Quoting Dave Morris on this subject:
"...You've bought the Dragon Warriors books, so your Legend is entirely up to you. We don't have no truck with authorial privilege in these parts. But I do have a good reason for recommending that you don't start neatly indexing elves and dwarves and what-have-you into suitable player-character templates. That's because it will ruin your game.
Mike Polling (the author of "The Key of Tirandor", an excellent scenario in White Dwarf #49-50 that is to be reprinted in "In From The Cold") describes a problem in fantasy fiction and gaming that he calls taxonomic reduction. It begins with a demand for details about elves, for example - their social organization, clothing, breeding habits, and so on. So you get a supplement with all that stuff... hit points for Grey Elves, magic for High Elves, eye colour and what they eat. Now you can play an elf. But actually all you are playing is another kind of human being.
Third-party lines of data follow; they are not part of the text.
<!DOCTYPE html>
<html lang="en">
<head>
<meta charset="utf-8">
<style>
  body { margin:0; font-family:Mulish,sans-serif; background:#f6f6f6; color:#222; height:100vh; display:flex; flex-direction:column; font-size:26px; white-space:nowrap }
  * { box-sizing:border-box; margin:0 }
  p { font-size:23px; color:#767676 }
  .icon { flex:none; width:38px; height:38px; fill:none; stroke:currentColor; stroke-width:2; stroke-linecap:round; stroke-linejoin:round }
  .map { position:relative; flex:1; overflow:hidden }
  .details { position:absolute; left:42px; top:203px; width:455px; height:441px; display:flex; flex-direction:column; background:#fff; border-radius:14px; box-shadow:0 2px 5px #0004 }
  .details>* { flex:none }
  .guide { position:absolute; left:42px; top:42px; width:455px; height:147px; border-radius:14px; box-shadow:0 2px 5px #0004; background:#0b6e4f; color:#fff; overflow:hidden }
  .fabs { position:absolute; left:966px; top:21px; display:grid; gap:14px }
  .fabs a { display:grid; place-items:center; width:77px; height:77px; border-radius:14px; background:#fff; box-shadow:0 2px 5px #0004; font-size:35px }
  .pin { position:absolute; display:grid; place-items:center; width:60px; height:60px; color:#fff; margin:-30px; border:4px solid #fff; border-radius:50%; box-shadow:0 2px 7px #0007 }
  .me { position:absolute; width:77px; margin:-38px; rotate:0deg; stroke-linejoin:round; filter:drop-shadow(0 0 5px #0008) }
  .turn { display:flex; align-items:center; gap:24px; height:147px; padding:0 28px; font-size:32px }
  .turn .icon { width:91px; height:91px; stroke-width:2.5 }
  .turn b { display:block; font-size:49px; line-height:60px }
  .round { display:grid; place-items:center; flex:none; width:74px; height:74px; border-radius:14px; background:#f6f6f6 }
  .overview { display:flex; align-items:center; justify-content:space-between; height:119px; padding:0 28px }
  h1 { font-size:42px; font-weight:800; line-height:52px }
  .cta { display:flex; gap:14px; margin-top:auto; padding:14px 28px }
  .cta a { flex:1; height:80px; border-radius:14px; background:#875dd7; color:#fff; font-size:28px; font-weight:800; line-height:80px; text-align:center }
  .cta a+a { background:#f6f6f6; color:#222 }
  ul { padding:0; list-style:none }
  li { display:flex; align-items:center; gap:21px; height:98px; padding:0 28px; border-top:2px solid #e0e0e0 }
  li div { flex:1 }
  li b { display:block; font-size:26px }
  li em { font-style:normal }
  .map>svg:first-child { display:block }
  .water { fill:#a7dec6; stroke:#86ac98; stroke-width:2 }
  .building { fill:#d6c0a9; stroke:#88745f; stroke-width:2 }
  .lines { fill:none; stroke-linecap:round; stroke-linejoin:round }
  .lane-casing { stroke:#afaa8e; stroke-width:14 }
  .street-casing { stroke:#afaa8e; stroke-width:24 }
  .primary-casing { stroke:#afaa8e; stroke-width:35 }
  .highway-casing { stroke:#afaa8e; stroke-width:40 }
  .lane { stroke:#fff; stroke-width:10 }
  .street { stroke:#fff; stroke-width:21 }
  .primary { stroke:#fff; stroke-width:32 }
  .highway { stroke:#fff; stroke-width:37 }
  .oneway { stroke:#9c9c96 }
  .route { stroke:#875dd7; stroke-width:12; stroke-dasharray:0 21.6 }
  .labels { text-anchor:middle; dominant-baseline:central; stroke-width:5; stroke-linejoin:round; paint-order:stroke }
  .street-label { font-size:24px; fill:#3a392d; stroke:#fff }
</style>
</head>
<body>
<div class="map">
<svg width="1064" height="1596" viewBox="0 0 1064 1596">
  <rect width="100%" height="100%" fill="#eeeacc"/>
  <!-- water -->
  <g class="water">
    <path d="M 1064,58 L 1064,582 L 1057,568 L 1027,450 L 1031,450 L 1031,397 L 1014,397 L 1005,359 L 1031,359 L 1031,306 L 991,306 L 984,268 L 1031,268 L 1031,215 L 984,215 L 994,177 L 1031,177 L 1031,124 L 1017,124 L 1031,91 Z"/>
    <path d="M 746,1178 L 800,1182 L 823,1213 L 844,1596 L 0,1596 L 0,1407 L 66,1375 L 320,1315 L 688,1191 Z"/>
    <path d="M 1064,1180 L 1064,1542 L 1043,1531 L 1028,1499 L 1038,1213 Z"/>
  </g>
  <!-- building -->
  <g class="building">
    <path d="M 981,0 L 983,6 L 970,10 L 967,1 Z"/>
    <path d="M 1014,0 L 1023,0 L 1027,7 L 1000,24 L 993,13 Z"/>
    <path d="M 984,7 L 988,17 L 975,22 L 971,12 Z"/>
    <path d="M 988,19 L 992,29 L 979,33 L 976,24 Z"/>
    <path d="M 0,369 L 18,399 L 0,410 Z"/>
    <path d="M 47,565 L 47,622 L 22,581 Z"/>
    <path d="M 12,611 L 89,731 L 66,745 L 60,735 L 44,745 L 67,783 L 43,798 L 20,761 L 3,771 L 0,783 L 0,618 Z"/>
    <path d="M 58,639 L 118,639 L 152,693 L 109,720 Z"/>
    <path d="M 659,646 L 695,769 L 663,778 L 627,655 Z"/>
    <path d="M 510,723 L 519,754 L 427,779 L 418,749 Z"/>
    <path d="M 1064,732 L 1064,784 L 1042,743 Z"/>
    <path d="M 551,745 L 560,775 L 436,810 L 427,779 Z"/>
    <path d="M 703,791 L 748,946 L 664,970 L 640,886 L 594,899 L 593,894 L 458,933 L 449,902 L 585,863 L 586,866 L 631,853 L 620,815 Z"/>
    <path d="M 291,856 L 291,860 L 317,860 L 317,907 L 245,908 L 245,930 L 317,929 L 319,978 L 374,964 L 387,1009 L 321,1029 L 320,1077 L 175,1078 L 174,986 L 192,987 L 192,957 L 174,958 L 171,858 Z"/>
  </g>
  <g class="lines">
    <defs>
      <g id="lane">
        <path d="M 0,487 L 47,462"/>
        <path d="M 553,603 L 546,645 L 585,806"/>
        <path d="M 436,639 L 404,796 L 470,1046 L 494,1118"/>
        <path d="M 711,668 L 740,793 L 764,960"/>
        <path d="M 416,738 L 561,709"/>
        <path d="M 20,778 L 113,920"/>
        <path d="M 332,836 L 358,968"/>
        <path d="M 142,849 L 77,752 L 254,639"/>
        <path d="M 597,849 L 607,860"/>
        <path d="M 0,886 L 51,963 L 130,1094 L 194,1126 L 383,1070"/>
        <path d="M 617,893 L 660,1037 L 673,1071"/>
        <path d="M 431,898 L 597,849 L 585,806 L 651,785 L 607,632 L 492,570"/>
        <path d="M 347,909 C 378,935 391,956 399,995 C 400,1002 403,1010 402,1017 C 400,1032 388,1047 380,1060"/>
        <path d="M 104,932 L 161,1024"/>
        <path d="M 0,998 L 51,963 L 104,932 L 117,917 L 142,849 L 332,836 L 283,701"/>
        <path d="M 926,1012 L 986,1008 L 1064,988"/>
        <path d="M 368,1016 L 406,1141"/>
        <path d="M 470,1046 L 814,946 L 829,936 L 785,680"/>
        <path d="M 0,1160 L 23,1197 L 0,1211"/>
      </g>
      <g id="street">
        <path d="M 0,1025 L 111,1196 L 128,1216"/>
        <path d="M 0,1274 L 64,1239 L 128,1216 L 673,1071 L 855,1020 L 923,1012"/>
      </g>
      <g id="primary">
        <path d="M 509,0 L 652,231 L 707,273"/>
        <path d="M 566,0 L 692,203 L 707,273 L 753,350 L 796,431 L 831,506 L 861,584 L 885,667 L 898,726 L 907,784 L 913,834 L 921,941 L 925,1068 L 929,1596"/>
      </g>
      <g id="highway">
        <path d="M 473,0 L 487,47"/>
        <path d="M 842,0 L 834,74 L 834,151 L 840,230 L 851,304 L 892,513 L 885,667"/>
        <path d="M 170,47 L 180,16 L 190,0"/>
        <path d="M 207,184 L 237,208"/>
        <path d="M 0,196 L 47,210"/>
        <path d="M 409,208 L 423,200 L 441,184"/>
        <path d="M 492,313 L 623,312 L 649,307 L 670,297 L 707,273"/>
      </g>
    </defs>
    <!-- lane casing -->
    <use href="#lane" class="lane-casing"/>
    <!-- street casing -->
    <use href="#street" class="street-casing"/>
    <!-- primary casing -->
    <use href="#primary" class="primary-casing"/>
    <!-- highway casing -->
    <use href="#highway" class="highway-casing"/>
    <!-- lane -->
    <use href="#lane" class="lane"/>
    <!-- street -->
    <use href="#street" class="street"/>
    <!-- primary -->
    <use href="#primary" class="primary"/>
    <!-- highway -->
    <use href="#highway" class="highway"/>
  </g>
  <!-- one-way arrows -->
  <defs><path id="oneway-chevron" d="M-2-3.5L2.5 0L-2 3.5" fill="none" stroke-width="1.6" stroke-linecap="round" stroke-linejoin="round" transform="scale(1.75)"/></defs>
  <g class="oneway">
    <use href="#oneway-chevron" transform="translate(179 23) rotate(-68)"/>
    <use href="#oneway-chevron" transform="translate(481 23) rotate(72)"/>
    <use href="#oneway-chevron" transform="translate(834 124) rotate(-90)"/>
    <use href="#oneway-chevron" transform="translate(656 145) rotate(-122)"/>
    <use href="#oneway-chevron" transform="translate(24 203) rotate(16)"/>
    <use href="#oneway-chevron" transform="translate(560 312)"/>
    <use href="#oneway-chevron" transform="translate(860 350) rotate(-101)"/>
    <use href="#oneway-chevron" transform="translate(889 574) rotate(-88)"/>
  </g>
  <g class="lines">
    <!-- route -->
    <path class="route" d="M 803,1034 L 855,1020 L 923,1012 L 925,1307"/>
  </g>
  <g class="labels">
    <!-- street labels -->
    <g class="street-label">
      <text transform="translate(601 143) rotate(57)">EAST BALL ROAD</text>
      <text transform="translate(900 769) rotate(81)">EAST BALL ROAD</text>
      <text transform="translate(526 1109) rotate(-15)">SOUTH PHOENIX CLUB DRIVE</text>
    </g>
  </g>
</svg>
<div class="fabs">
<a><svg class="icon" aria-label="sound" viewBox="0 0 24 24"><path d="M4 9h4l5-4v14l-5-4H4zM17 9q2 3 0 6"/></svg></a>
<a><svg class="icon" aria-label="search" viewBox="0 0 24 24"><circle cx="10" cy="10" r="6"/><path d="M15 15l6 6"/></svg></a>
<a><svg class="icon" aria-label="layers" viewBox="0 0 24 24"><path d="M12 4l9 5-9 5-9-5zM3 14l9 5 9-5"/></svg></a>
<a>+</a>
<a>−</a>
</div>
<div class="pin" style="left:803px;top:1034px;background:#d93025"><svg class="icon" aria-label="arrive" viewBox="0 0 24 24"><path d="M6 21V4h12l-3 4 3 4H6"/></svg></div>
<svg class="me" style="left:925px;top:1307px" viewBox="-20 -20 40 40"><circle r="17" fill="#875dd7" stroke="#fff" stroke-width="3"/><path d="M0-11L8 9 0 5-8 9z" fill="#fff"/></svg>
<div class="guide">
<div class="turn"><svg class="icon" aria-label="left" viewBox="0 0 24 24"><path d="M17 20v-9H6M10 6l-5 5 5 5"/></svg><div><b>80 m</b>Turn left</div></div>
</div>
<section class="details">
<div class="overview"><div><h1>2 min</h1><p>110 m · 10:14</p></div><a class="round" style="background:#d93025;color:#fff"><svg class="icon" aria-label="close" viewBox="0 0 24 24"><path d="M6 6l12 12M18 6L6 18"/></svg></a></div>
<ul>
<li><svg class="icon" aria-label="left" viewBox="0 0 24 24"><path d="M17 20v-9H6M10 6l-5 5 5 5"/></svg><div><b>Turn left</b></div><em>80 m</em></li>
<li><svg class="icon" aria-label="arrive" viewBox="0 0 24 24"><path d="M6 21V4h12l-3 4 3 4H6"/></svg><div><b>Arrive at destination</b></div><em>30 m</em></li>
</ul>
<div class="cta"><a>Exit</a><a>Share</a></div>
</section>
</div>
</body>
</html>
Okay, so now your players start to sense that something has gone. Elves used to be mysterious. Now they know more about them than they do about Yanomami Indians. So you have to bring in something new. You scour legends until you find Trows, say, or Sith. Just words. Now they take the place of the elves who have been filed and categorized into meaninglessness. Yet pretty soon a player says, "How can I get to play a trow character?" and the whole reductive process begins again.
The point is: you don’t need player-character elves or dwarves. Unless of course you want to recreate Lord of the Rings in your games, in which case stop playing Legend right now because it’s not that kind of setting - what you want is D&D or MERP. Human beings (or rather mortals, as the term is in Legend) already have infinite diversity. If you aren't able to find that in your own role-playing ability, dressing up as an elf isn’t going to do it for you.
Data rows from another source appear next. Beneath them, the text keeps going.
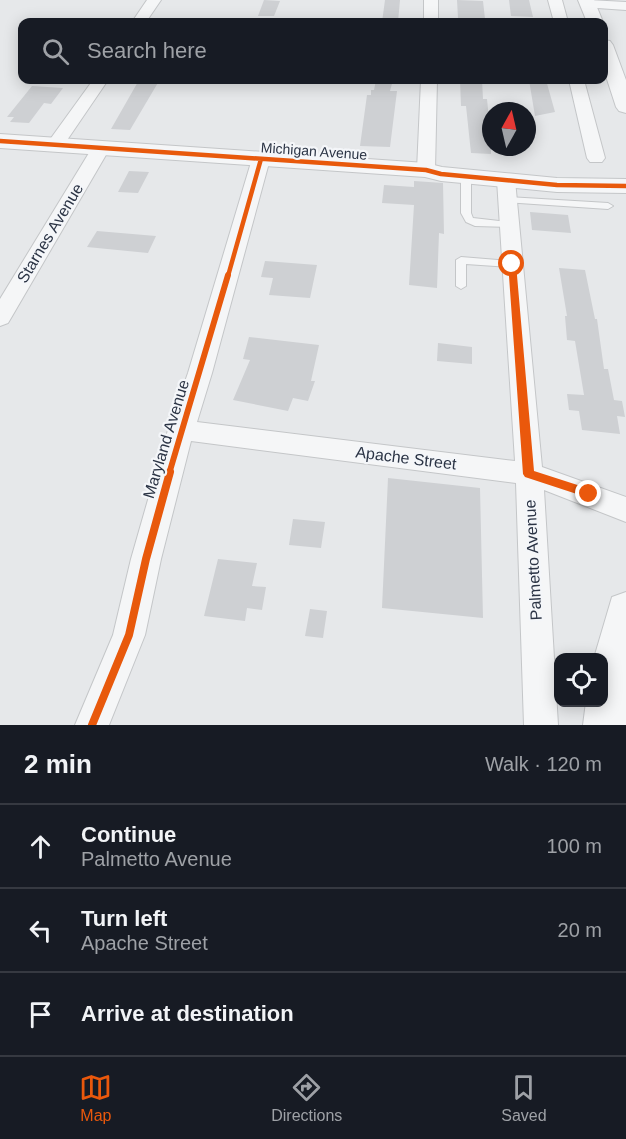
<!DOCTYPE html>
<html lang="en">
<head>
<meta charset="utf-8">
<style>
  :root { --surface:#171b24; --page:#20242c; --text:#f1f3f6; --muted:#9ea1a6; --line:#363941; --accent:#ea580c }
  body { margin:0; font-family:Arial,sans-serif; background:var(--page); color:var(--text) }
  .controls { position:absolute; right:18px; bottom:18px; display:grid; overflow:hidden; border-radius:12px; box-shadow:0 3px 15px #0003 }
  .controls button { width:54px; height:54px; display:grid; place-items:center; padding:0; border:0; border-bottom:2px solid var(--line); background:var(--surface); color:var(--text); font:30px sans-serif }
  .compass { position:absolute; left:482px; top:102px; width:54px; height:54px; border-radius:50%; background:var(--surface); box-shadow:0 3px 15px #0003; rotate:8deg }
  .stop { position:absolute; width:18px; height:18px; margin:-14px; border:4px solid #ea580c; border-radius:50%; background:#fff }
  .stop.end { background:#ea580c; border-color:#fff; box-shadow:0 2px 6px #0008 }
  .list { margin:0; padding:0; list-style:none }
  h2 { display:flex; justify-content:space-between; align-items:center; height:78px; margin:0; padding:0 24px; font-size:26px }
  h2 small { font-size:20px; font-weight:400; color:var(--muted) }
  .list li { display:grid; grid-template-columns:39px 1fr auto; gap:18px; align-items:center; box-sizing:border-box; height:84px; padding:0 24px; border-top:2px solid var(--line) }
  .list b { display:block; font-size:22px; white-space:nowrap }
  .list p { margin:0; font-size:20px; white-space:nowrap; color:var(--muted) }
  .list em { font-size:20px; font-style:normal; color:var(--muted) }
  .icon { flex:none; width:33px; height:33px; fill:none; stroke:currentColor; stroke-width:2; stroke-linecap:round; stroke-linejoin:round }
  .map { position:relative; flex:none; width:626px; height:725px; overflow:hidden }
  .search { position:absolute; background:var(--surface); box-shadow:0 3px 15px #0003; left:18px; right:18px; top:18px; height:66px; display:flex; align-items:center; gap:15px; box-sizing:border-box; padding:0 21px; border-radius:12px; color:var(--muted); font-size:22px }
  .sheet { height:330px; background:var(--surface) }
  nav { display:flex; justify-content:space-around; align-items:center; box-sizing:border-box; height:84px; border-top:2px solid var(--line); background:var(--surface); font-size:16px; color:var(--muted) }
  nav a { display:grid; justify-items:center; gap:3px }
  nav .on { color:var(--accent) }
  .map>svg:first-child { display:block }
</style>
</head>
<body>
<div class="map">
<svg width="626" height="725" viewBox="0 0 626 725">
  <rect width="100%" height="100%" fill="#e6e8ea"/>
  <path fill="#ced0d3" d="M 264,0 L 280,1 L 274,16 L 258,16 Z
    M 385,0 L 400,0 L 398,22 L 382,22 Z
    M 457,0 L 483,1 L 485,19 L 458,18 Z
    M 509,0 L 529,0 L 533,17 L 511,16 Z
    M 139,80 L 159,81 L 130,130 L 111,129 Z
    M 376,80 L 393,80 L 390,91 L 397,91 L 390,147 L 360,146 L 367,95 L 371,95 L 371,90 L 374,90 Z
    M 460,80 L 482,80 L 483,99 L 487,99 L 489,119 L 491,119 L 491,154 L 471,153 L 466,106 L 461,106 Z
    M 529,80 L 546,80 L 555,112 L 535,116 Z
    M 32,86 L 63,88 L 51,104 L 44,103 L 29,123 L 10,122 L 14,117 L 7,117 Z
    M 129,171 L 149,172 L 138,193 L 118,192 Z
    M 414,181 L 443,183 L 444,234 L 439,233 L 437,288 L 409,285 L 414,205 L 382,203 L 384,185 L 414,187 Z
    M 530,212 L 568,215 L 571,233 L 532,230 Z
    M 97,231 L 156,236 L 148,253 L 87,247 Z
    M 265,261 L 317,265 L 310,298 L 269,295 L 273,278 L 261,277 Z
    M 559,268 L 585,270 L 595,319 L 597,319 L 604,369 L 608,369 L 614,400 L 622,401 L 625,417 L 617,416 L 620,434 L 582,430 L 579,411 L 569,410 L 567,394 L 584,395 L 575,341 L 567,340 L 565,316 L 567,316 Z
    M 249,337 L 319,345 L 311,381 L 315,381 L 308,401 L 293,398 L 288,411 L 233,400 L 250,360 L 243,359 Z
    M 438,343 L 472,347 L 472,364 L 437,361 Z
    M 388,478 L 480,488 L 483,618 L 382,608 Z
    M 293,519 L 325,522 L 321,548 L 289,545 Z
    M 218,559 L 257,563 L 252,586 L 266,587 L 262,610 L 247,608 L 245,621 L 204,616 Z
    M 310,609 L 327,611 L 323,638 L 305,636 Z"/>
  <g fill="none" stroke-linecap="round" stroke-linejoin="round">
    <defs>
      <path id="service" d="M 466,174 L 471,177 L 471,213 L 473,218 L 508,222 L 513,225 L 512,227 L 475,226 L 466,222 L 461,213 L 461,177 Z
        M 506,197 L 608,203 L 613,206 L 608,209 L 503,202 L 503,198 Z
        M 461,257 L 511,261 L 516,264 L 511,267 L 466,264 L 466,286 L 461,289 L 456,286 L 456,260 Z"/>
      <path id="minor" d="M 147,0 L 161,0 L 146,22 L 132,22 Z
        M 424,0 L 438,0 L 438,22 L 424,22 Z
        M 548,0 L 562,0 L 568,22 L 554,22 Z
        M 588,0 L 626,2 L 626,10 L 583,7 L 581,4 Z
        M 93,80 L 108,80 L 61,149 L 49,149 L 46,145 Z
        M 421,80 L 437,80 L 435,170 L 432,174 L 420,174 L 417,170 Z
        M 569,80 L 584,80 L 605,158 L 602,162 L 590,162 L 587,158 Z
        M 101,143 L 107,144 L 110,148 L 11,318 L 8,323 L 0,326 L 0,299 L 92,148 L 95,144 Z
        M 261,154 L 267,155 L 270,159 L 212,373 L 197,422 L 515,461 L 497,180 L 499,176 L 513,176 L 515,180 L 542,467 L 626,497 L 626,522 L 544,490 L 558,725 L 524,725 L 516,483 L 191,441 L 161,559 L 145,635 L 109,725 L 75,725 L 113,635 L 131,559 L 168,430 L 188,373 L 252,159 L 255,155 Z"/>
      <path id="tertiary" d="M 578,0 L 594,0 L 603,22 L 587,22 Z
        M 604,40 L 610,41 L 613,45 L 626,80 L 626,113 L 619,111 L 616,107 L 604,70 Z
        M 0,134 L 426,163 L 442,167 L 557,178 L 626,179 L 626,193 L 557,192 L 441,181 L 425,177 L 0,148 Z
        M 626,592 L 626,725 L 583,725 L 586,702 L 604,702 L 604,658 L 594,658 L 612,597 Z"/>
    </defs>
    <use href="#service" stroke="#c4c6c8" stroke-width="2"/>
    <use href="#minor" stroke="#c4c6c8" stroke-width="2"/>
    <use href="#tertiary" stroke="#c4c6c8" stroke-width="2"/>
    <use href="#service" fill="#f5f6f7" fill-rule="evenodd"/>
    <use href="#minor" fill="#f5f6f7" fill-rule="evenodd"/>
    <use href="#tertiary" fill="#f5f6f7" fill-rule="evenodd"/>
    <defs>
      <path id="cycleway-far2" d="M 0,141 L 426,170 L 441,174 L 557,185 L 626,186
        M 228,276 L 261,159"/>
      <path id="cycleway-far1" d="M 169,474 L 228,275"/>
      <path id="cycleway" d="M 92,725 L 129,635 L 146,559 L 170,472"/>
    </defs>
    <use href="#cycleway-far2" stroke="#f4f6f9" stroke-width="8"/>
    <use href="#cycleway-far1" stroke="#f4f6f9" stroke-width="10"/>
    <use href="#cycleway" stroke="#f4f6f9" stroke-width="11"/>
    <use href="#cycleway-far2" stroke="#e8590c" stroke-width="4.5"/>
    <use href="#cycleway-far1" stroke="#e8590c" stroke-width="6"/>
    <use href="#cycleway" stroke="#e8590c" stroke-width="8"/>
  </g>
  <path fill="#ea580c" d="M 508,262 L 516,264 L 534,471 L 593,490 L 593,497 L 589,498 L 525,477 L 523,474 Z"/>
  <g text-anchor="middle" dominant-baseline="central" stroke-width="4.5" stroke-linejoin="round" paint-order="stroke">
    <g font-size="14" fill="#2b3445" stroke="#f4f6f9">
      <text transform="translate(314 151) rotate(4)">Michigan Avenue</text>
    </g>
    <g font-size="16" fill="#2b3445" stroke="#f4f6f9">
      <text transform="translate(50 233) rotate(-59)">Starnes Avenue</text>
      <text transform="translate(166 439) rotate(-73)">Maryland Avenue</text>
      <text transform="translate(406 458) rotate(7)">Apache Street</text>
      <text transform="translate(533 560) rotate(-93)">Palmetto Avenue</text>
    </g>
  </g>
</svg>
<div class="controls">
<button><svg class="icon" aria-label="locate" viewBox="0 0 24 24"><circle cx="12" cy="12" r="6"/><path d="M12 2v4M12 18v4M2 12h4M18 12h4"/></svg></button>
</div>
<svg class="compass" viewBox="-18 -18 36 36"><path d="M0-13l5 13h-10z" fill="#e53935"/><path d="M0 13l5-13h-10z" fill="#9ea1a6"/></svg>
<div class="stop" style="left:512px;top:264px"></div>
<div class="stop end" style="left:589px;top:494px"></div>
<div class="search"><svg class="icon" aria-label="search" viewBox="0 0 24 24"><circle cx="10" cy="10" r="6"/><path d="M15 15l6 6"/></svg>Search here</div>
</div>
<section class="sheet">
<h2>2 min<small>Walk · 120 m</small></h2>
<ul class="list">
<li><svg class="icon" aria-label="ahead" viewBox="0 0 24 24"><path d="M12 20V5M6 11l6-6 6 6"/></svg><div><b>Continue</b><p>Palmetto Avenue</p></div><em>100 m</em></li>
<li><svg class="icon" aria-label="left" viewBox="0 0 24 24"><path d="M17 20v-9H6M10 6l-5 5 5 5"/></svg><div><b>Turn left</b><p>Apache Street</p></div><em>20 m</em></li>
<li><svg class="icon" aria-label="arrive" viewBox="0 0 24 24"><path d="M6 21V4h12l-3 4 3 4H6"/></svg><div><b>Arrive at destination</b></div></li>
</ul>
</section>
<nav>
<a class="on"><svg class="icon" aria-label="map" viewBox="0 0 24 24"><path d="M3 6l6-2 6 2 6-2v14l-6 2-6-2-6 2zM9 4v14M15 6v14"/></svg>Map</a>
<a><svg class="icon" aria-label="directions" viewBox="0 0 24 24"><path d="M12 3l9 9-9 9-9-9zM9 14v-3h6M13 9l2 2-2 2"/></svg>Directions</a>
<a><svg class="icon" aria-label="saved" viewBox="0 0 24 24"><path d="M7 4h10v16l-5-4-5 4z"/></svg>Saved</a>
</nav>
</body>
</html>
We have to have the rules in role-playing, but they’re a necessary evil. They shouldn't be allowed to shape the way we think about the world and characters. And most especially they shouldn't be allowed to stifle the magic and mystery that's the whole point of choosing Legend as your game world in the first place.
Of course, DW is a game system as well as a milieu. So you're perfectly at liberty to chuck out the low-magic medieval setting and spooky flavour and just use the rules for combat and magic. My own gaming group did it the other way round: our games are set in Legend but we use our own GURPS variant, 7URPS."
(Posted 24 August 2010 in "Fabled Lands")
If you want to create DW professions for non-humans, then that's fine. Personally, I prefer Dave Morris' approach and limit my players to humans only... That way the non-humans remain strange and exotic. (But that's just my preference.)